Despite the excitement surrounding the launch of Brazil’s regulated online gaming sector earlier this year, concerns persist about the prevalence of the black market, according to Spanoudakis.
He emphasizes the need for increased enforcement to ensure licensed operators can thrive in a fair environment.
Betano was among the first to apply for a license in Brazil last year and is considered a top operator in the regulated market.
Betano’s Early Challenges
Like other licensed operators, Betano has encountered initial hurdles, including adhering to stringent Know Your Customer (KYC) requirements while competing with a significant illegal market. The licensing process has been described as costly and complex, presenting barriers to entry.
Despite the intention that the licensing process would protect players and curb the black market, illegal operators remain active.
Earlier this year, industry experts estimated that the illegal market still accounted for a substantial portion of the country’s monthly gross gaming revenue (GGR).
Spanoudakis asserts that the large black market remains a primary challenge for licensed operators in Brazil.
“Online gaming is a rapidly growing industry that must operate responsibly. A key aspect of this is eliminating the black market and encouraging players to transition to the legal ecosystem.”
He also points out that the proliferation of illegal operators deprives the government of significant tax revenue that could be reinvested in public services, such as prevention and treatment programs.
Despite these ongoing concerns, Spanoudakis acknowledges the progress made since the Brazilian market’s launch.
“Combating the black market will be a complex and lengthy endeavor due to the large number of unauthorized operators,” Spanoudakis states.
“However, many players have already begun transitioning from unregulated platforms to licensed legal operators, which is a positive sign for the future of the Brazilian market.”
Did Regulatory Delays Benefit Brazil?
Brazil’s journey to regulating online gaming involved significant delays, with approximately five years passing between the initial legislation’s approval by the National Congress and its final sanction by the Chamber of Deputies.
Spanoudakis believes this delay allowed Brazil to leverage international experience and best practices, establishing a “comprehensive and largely complete regulatory framework.”

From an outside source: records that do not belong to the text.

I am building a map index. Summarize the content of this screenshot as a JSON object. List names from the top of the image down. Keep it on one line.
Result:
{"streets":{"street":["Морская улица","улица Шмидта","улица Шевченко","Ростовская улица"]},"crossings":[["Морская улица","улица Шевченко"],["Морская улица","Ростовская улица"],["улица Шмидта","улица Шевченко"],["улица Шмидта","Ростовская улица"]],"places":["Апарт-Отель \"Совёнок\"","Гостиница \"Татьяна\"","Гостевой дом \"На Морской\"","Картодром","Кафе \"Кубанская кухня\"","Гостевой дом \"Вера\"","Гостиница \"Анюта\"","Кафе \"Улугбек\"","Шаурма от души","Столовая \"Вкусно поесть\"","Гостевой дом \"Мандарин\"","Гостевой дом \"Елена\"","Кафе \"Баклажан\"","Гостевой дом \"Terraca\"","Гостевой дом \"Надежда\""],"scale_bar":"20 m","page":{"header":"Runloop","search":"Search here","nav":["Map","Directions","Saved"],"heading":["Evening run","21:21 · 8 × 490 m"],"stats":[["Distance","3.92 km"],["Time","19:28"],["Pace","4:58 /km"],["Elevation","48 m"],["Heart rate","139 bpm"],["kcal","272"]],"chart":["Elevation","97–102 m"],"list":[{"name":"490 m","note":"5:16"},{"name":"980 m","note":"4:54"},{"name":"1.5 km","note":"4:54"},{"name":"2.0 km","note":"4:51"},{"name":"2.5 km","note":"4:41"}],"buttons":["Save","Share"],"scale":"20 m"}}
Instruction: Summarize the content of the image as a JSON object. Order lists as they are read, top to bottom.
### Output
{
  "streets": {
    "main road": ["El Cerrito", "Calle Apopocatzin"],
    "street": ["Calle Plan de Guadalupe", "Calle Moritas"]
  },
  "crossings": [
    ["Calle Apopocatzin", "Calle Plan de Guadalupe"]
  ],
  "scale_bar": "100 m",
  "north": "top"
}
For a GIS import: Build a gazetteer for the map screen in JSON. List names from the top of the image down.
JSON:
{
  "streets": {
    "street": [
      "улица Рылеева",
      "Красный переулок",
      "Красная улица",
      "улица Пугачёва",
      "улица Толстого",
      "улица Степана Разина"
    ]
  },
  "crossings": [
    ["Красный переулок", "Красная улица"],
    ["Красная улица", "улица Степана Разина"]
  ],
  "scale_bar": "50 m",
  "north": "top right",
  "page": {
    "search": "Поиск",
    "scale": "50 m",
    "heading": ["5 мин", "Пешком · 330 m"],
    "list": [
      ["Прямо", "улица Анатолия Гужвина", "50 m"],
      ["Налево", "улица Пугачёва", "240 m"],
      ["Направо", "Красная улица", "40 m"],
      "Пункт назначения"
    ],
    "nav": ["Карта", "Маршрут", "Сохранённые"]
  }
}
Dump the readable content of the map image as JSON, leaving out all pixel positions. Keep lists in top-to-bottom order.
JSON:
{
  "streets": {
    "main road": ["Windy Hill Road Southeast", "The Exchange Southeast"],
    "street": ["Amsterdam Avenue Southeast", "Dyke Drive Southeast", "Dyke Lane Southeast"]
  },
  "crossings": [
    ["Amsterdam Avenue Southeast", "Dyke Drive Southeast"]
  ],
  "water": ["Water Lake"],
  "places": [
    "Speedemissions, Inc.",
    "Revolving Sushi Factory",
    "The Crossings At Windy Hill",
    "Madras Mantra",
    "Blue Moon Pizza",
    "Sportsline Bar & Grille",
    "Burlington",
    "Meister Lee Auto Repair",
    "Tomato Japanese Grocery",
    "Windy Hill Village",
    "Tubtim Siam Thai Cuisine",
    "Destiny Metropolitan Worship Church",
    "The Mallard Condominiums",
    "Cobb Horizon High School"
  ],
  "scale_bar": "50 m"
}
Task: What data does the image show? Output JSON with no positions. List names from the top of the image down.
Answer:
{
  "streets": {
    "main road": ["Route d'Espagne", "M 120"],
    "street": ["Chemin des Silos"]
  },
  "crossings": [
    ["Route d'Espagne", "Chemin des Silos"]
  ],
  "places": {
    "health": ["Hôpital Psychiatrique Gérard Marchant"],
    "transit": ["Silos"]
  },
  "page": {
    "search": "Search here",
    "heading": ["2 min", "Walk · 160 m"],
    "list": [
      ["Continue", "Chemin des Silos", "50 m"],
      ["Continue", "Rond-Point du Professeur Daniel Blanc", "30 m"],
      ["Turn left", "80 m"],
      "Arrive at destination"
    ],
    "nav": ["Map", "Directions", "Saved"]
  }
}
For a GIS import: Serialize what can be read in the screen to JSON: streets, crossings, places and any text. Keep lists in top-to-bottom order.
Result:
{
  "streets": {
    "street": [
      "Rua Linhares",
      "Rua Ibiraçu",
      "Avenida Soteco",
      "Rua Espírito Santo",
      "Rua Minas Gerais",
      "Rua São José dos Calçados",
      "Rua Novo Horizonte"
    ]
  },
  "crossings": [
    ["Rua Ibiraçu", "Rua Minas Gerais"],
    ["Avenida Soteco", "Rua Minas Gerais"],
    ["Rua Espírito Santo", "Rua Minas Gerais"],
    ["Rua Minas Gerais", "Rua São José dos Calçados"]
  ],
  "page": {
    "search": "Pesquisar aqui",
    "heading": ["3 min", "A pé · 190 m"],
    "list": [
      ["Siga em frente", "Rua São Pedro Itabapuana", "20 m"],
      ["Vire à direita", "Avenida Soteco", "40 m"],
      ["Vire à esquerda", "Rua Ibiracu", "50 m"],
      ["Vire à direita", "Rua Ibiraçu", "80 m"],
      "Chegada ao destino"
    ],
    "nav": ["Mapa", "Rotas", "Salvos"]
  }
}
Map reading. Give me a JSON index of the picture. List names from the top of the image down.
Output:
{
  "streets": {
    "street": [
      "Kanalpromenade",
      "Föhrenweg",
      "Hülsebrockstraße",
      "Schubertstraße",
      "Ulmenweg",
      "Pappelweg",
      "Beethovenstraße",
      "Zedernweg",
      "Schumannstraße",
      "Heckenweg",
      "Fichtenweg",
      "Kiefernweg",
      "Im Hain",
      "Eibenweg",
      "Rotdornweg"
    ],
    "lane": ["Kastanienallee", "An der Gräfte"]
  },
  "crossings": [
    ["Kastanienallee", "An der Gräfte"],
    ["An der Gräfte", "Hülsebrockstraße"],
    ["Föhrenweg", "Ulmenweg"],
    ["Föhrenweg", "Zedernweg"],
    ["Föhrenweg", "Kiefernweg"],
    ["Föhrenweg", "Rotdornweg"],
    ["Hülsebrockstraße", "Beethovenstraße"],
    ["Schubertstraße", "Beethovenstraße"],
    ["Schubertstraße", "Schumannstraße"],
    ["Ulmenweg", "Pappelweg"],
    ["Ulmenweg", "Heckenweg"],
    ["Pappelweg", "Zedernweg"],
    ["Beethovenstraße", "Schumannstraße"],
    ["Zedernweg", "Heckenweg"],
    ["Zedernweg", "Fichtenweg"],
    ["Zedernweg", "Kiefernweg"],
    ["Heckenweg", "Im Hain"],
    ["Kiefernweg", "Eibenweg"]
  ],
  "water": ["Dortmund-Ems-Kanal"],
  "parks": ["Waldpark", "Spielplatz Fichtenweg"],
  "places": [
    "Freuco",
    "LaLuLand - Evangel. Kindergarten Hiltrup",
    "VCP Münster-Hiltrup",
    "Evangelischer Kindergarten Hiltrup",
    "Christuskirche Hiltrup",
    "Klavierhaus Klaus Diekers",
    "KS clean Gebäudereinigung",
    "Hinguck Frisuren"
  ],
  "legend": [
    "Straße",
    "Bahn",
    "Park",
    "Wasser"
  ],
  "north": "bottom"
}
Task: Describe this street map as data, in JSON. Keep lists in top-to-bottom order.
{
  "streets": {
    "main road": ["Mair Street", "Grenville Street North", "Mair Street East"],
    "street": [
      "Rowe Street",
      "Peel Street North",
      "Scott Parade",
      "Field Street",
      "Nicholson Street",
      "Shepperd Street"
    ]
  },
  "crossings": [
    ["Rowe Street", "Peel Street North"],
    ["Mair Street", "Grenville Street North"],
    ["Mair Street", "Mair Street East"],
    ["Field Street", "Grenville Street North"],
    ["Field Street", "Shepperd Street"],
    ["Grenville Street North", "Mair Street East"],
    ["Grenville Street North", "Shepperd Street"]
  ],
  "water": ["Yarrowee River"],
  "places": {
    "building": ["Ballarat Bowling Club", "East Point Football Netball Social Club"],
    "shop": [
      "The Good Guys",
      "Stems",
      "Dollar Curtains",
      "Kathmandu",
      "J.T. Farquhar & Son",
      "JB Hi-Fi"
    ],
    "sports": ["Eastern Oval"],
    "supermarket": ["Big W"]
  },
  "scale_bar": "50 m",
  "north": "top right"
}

“While the country was relatively late in regulating the market, the delay provided an opportunity to learn from more mature jurisdictions and adopt proven strategies,” he explains.
“Authorities consulted with international operators and responsible gaming experts to shape their regulatory framework.”
KYC Requirements: A Double-Edged Sword
As part of the new framework, the Special Secretariat of Prizes and Betting (SPA) introduced a series of stringent KYC restrictions for operators.
Betano now requires customers to submit their full name, date of birth, and CPF (Brazilian individual taxpayer registry number) upon registration.
Betano then conducts a thorough identity and age verification process, utilizing public and private databases, as well as mandatory facial recognition technology.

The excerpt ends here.